- Problem to work on
Reproduce the entries that follow verbatim, down to the final line.

******************************

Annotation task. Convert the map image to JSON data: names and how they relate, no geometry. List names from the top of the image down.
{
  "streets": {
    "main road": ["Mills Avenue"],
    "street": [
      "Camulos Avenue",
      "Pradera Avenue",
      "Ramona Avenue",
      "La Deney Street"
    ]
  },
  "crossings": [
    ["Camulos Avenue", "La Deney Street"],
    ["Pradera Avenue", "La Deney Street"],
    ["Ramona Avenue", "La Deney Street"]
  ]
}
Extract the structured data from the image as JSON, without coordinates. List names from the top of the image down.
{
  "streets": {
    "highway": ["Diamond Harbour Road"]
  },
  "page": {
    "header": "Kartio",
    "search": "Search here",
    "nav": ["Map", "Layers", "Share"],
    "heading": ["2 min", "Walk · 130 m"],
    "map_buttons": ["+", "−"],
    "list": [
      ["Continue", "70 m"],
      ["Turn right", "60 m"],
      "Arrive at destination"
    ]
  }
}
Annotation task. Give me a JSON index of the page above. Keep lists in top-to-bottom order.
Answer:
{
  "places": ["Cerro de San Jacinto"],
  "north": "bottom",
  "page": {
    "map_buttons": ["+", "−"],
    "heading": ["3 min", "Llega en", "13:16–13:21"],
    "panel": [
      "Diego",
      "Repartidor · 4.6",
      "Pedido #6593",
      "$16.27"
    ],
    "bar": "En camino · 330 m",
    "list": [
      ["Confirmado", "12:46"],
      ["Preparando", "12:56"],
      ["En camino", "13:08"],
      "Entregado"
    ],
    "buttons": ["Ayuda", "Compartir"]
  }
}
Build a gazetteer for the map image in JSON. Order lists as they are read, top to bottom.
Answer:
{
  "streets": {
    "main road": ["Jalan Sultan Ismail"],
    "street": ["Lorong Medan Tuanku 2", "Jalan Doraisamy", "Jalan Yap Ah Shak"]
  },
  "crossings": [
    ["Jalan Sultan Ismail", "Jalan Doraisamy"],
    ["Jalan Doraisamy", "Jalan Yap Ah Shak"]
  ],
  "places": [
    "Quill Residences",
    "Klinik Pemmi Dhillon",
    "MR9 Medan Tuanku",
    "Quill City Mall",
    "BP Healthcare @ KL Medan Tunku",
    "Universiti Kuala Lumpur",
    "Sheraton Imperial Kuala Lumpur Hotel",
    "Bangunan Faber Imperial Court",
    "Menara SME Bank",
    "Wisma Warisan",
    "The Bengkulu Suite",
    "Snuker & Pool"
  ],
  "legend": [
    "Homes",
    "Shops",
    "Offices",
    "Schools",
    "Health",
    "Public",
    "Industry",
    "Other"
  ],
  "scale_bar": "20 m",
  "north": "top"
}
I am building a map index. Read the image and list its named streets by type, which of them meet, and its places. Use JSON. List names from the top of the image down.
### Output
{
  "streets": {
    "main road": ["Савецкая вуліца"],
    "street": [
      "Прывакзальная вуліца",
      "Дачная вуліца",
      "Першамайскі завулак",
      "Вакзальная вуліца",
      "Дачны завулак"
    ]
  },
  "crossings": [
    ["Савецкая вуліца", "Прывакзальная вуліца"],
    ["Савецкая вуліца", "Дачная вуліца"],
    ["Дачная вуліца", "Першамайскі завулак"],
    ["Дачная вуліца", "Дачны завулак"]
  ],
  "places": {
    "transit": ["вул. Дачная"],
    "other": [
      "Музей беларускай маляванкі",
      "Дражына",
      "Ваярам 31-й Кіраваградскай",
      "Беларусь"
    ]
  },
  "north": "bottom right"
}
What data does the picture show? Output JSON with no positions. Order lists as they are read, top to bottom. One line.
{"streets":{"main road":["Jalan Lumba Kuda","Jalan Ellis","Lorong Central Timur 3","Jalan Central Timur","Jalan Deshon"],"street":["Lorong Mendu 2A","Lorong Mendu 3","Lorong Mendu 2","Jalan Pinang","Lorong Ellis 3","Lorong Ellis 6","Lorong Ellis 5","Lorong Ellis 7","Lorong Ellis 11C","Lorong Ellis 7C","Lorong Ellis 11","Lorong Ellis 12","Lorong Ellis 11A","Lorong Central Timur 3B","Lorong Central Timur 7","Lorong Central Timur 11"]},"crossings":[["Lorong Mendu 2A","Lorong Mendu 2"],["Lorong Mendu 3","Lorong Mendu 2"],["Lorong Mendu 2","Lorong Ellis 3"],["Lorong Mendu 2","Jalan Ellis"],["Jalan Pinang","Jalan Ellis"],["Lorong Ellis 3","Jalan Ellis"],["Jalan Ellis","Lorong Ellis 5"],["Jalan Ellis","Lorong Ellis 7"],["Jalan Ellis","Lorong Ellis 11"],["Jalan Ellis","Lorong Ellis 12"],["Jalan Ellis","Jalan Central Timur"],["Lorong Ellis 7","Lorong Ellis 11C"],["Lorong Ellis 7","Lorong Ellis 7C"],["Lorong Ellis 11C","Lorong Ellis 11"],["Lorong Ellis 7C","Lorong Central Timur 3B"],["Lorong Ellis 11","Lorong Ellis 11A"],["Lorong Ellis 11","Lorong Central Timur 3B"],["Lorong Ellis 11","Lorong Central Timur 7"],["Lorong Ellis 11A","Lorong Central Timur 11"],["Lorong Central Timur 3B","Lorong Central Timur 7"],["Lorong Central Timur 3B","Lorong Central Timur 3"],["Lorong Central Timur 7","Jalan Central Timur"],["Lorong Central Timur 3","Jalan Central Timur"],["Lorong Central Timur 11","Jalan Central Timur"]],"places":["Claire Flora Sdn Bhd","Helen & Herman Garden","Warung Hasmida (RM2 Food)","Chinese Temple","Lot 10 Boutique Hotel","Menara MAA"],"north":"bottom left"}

******************************

- Task result
Annotation task. Convert the map image to JSON data: names and how they relate, no geometry. List names from the top of the image down.
{
  "streets": {
    "main road": ["Mills Avenue"],
    "street": [
      "Camulos Avenue",
      "Pradera Avenue",
      "Ramona Avenue",
      "La Deney Street"
    ]
  },
  "crossings": [
    ["Camulos Avenue", "La Deney Street"],
    ["Pradera Avenue", "La Deney Street"],
    ["Ramona Avenue", "La Deney Street"]
  ]
}
Extract the structured data from the image as JSON, without coordinates. List names from the top of the image down.
{
  "streets": {
    "highway": ["Diamond Harbour Road"]
  },
  "page": {
    "header": "Kartio",
    "search": "Search here",
    "nav": ["Map", "Layers", "Share"],
    "heading": ["2 min", "Walk · 130 m"],
    "map_buttons": ["+", "−"],
    "list": [
      ["Continue", "70 m"],
      ["Turn right", "60 m"],
      "Arrive at destination"
    ]
  }
}
Annotation task. Give me a JSON index of the page above. Keep lists in top-to-bottom order.
Answer:
{
  "places": ["Cerro de San Jacinto"],
  "north": "bottom",
  "page": {
    "map_buttons": ["+", "−"],
    "heading": ["3 min", "Llega en", "13:16–13:21"],
    "panel": [
      "Diego",
      "Repartidor · 4.6",
      "Pedido #6593",
      "$16.27"
    ],
    "bar": "En camino · 330 m",
    "list": [
      ["Confirmado", "12:46"],
      ["Preparando", "12:56"],
      ["En camino", "13:08"],
      "Entregado"
    ],
    "buttons": ["Ayuda", "Compartir"]
  }
}
Build a gazetteer for the map image in JSON. Order lists as they are read, top to bottom.
Answer:
{
  "streets": {
    "main road": ["Jalan Sultan Ismail"],
    "street": ["Lorong Medan Tuanku 2", "Jalan Doraisamy", "Jalan Yap Ah Shak"]
  },
  "crossings": [
    ["Jalan Sultan Ismail", "Jalan Doraisamy"],
    ["Jalan Doraisamy", "Jalan Yap Ah Shak"]
  ],
  "places": [
    "Quill Residences",
    "Klinik Pemmi Dhillon",
    "MR9 Medan Tuanku",
    "Quill City Mall",
    "BP Healthcare @ KL Medan Tunku",
    "Universiti Kuala Lumpur",
    "Sheraton Imperial Kuala Lumpur Hotel",
    "Bangunan Faber Imperial Court",
    "Menara SME Bank",
    "Wisma Warisan",
    "The Bengkulu Suite",
    "Snuker & Pool"
  ],
  "legend": [
    "Homes",
    "Shops",
    "Offices",
    "Schools",
    "Health",
    "Public",
    "Industry",
    "Other"
  ],
  "scale_bar": "20 m",
  "north": "top"
}
I am building a map index. Read the image and list its named streets by type, which of them meet, and its places. Use JSON. List names from the top of the image down.
### Output
{
  "streets": {
    "main road": ["Савецкая вуліца"],
    "street": [
      "Прывакзальная вуліца",
      "Дачная вуліца",
      "Першамайскі завулак",
      "Вакзальная вуліца",
      "Дачны завулак"
    ]
  },
  "crossings": [
    ["Савецкая вуліца", "Прывакзальная вуліца"],
    ["Савецкая вуліца", "Дачная вуліца"],
    ["Дачная вуліца", "Першамайскі завулак"],
    ["Дачная вуліца", "Дачны завулак"]
  ],
  "places": {
    "transit": ["вул. Дачная"],
    "other": [
      "Музей беларускай маляванкі",
      "Дражына",
      "Ваярам 31-й Кіраваградскай",
      "Беларусь"
    ]
  },
  "north": "bottom right"
}
What data does the picture show? Output JSON with no positions. Order lists as they are read, top to bottom. One line.
{"streets":{"main road":["Jalan Lumba Kuda","Jalan Ellis","Lorong Central Timur 3","Jalan Central Timur","Jalan Deshon"],"street":["Lorong Mendu 2A","Lorong Mendu 3","Lorong Mendu 2","Jalan Pinang","Lorong Ellis 3","Lorong Ellis 6","Lorong Ellis 5","Lorong Ellis 7","Lorong Ellis 11C","Lorong Ellis 7C","Lorong Ellis 11","Lorong Ellis 12","Lorong Ellis 11A","Lorong Central Timur 3B","Lorong Central Timur 7","Lorong Central Timur 11"]},"crossings":[["Lorong Mendu 2A","Lorong Mendu 2"],["Lorong Mendu 3","Lorong Mendu 2"],["Lorong Mendu 2","Lorong Ellis 3"],["Lorong Mendu 2","Jalan Ellis"],["Jalan Pinang","Jalan Ellis"],["Lorong Ellis 3","Jalan Ellis"],["Jalan Ellis","Lorong Ellis 5"],["Jalan Ellis","Lorong Ellis 7"],["Jalan Ellis","Lorong Ellis 11"],["Jalan Ellis","Lorong Ellis 12"],["Jalan Ellis","Jalan Central Timur"],["Lorong Ellis 7","Lorong Ellis 11C"],["Lorong Ellis 7","Lorong Ellis 7C"],["Lorong Ellis 11C","Lorong Ellis 11"],["Lorong Ellis 7C","Lorong Central Timur 3B"],["Lorong Ellis 11","Lorong Ellis 11A"],["Lorong Ellis 11","Lorong Central Timur 3B"],["Lorong Ellis 11","Lorong Central Timur 7"],["Lorong Ellis 11A","Lorong Central Timur 11"],["Lorong Central Timur 3B","Lorong Central Timur 7"],["Lorong Central Timur 3B","Lorong Central Timur 3"],["Lorong Central Timur 7","Jalan Central Timur"],["Lorong Central Timur 3","Jalan Central Timur"],["Lorong Central Timur 11","Jalan Central Timur"]],"places":["Claire Flora Sdn Bhd","Helen & Herman Garden","Warung Hasmida (RM2 Food)","Chinese Temple","Lot 10 Boutique Hotel","Menara MAA"],"north":"bottom left"}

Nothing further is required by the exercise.